Human science faces serious fragmentation
After more than 50 years of studying economics, psychology, sociology and philosophy I have drawn the conclusion that our scientific study of human behaviour takes place in a dramatically inefficient way. If we continue this way, we will never keep pace with the bèta-sciences. This imbalance might work out very negatively for our societies. Many specialisations have come up, all developing strong vested interests. Most of them are not based on a well-grounded general analysis. Economics has reached a deadlock now; the crisis 2008 and the subsequent policy reactions illustrate this nicely. Sociology and psychology have never been able to take over the dominant position of economics.The opinion pages in the important daily journals show that every problem has its own experts, who all analyse ‘their’ problem in isolation. It unavoidably leads to a negation of other important interests and values.
A radical change is needed
The beginning of a radical change may start with the introduction of a pluralist course on philosophy of science. In this way students are offered a series of languages, by means of which scientists can communicate with each other. Universities should offer this course to the freshmen in the very first weeks of their study: “Welcome to the University: this is science”.
After a thorough study of a series of different perspectives in economics, I have made a (methodological) tour through psychology, sociology and philosophy. My conclusions were:
Philosophy is the logical beginning of science: thinking about the phenomena ‘human’ and ‘nature’, about human experiences, while introspection and empirical observation are the principal sources of knowledge. When philosophy stops, other sciences must go on, making more specified analyses, formulating more specified theories, and test them empirically, if the expert considers his theoretical constructure being quite realistic.
Economists have made an analysis of the economic aspect of human behaviour, thereby leaving the two other aspects, namely the psychic and the social aspect, to psychology and sociology, respectively.
Psychology is assumed to analyse the logic of the psyche, and sociology is supposed to do the same with social logic. Economists have never waited for the results of the two other disciplines. From the very beginning they have used their aspect-analysis as the theoretical foundation for their empirical research. They have claimed the economy as their ‘property’, and other disciplines should ‘occupy’ their own empirical fields.
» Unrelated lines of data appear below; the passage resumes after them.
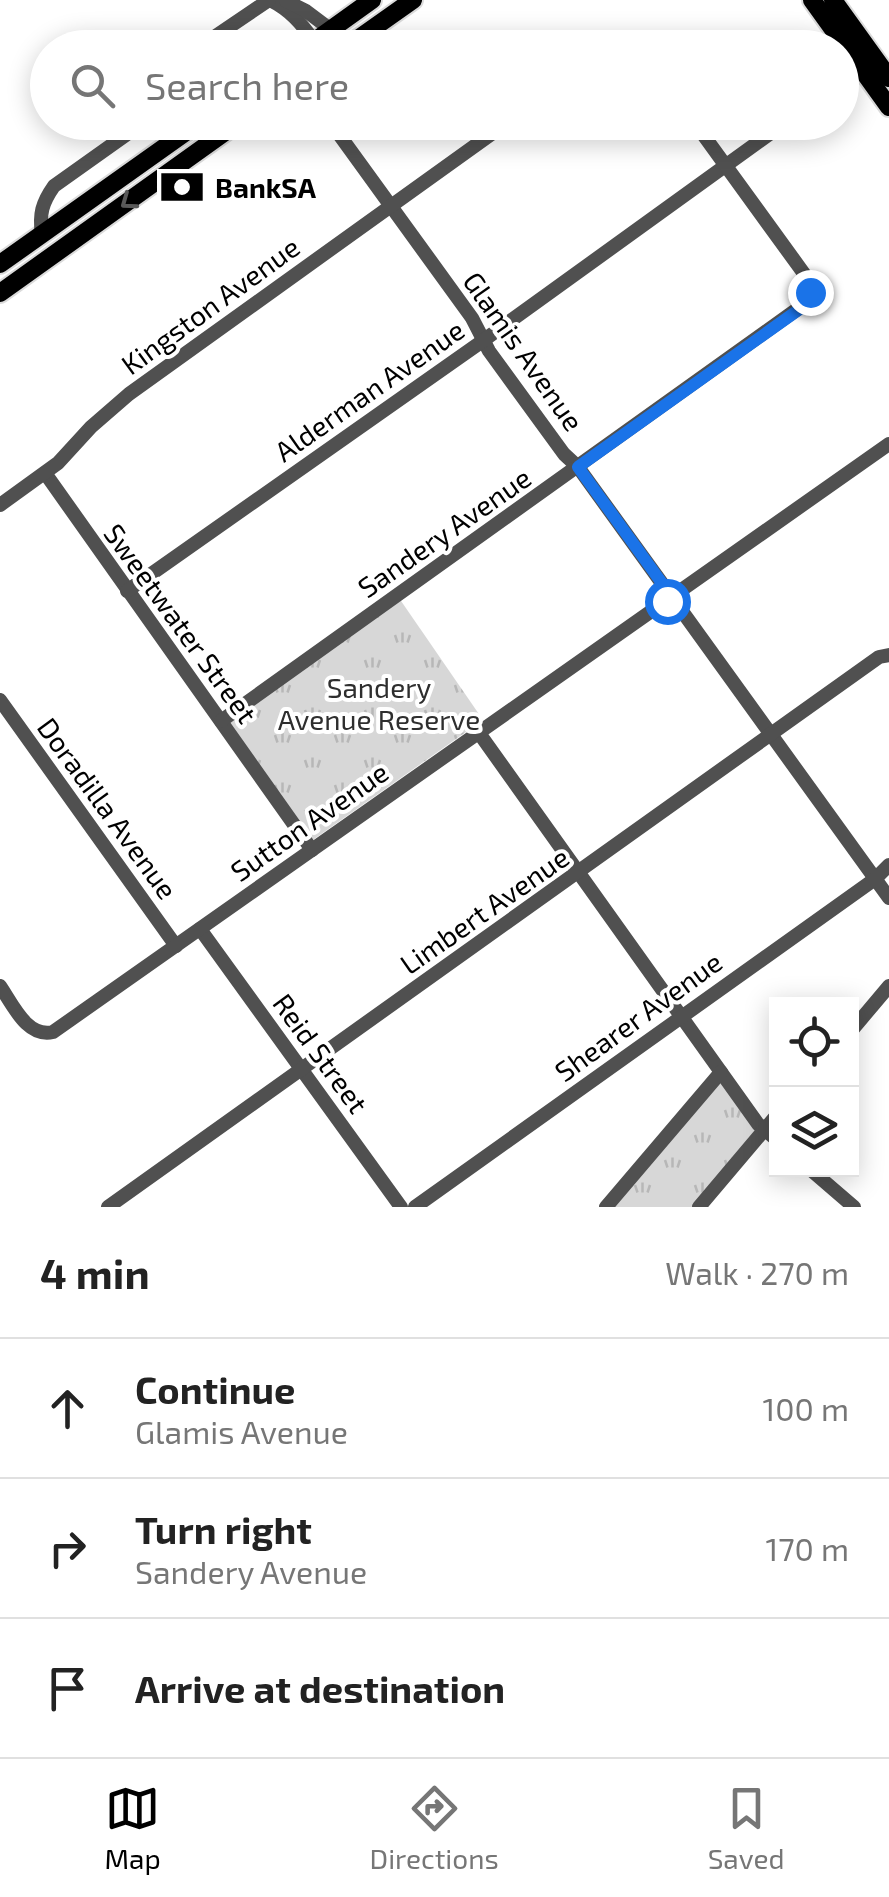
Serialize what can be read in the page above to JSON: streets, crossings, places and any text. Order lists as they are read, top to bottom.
{
  "streets": {
    "street": [
      "Kingston Avenue",
      "Glamis Avenue",
      "Alderman Avenue",
      "Sandery Avenue",
      "Sweetwater Street",
      "Doradilla Avenue",
      "Sutton Avenue",
      "Limbert Avenue",
      "Shearer Avenue",
      "Reid Street"
    ]
  },
  "crossings": [
    ["Kingston Avenue", "Glamis Avenue"],
    ["Kingston Avenue", "Sweetwater Street"],
    ["Glamis Avenue", "Alderman Avenue"],
    ["Glamis Avenue", "Sandery Avenue"],
    ["Glamis Avenue", "Sutton Avenue"],
    ["Glamis Avenue", "Limbert Avenue"],
    ["Glamis Avenue", "Shearer Avenue"],
    ["Alderman Avenue", "Sandery Avenue"],
    ["Alderman Avenue", "Sweetwater Street"],
    ["Sandery Avenue", "Sweetwater Street"],
    ["Sweetwater Street", "Sutton Avenue"],
    ["Doradilla Avenue", "Sutton Avenue"],
    ["Sutton Avenue", "Reid Street"],
    ["Limbert Avenue", "Reid Street"]
  ],
  "parks": ["Sandery Avenue Reserve"],
  "places": {
    "bank": ["BankSA"]
  },
  "page": {
    "search": "Search here",
    "heading": ["4 min", "Walk · 270 m"],
    "list": [
      ["Continue", "Glamis Avenue", "100 m"],
      ["Turn right", "Sandery Avenue", "170 m"],
      "Arrive at destination"
    ],
    "nav": ["Map", "Directions", "Saved"]
  }
}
Later some of these economists entered other areas, and have claimed superiority in explaining human behaviour (‘economic imperialism’): ‘we don’t need disciplines such as business administration, pubic administration, and political science’.
The use of an analysis of the economic aspect as the theoretical foundation for the analysis of the societal subsystem ‘economy’, is the most serious mistake made in the history of economics. Until today nobody has offered an alternative. Keizer (2015) is a first attempt to bridge the gap between theory under the ceteris paribus clause (‘other conditions are given’) on the one hand and real-world theory on the other hand. In the textbooks of today this major difference is not discussed at all.
Students must study causes economic crises
Philosophy of science can help us formulate a common basis for human science. In this discipline the core questions concern the ultimate source of knowledge (epistemology), its substance (ontology), and its structure (methodology in the narrow sense). Like every scientific discipline we find different strands of philosophy being in a continuing discourse. In a democracy students must be confronted with several of them. Competition and methodological transparancy are substantial characteristics in the world of science.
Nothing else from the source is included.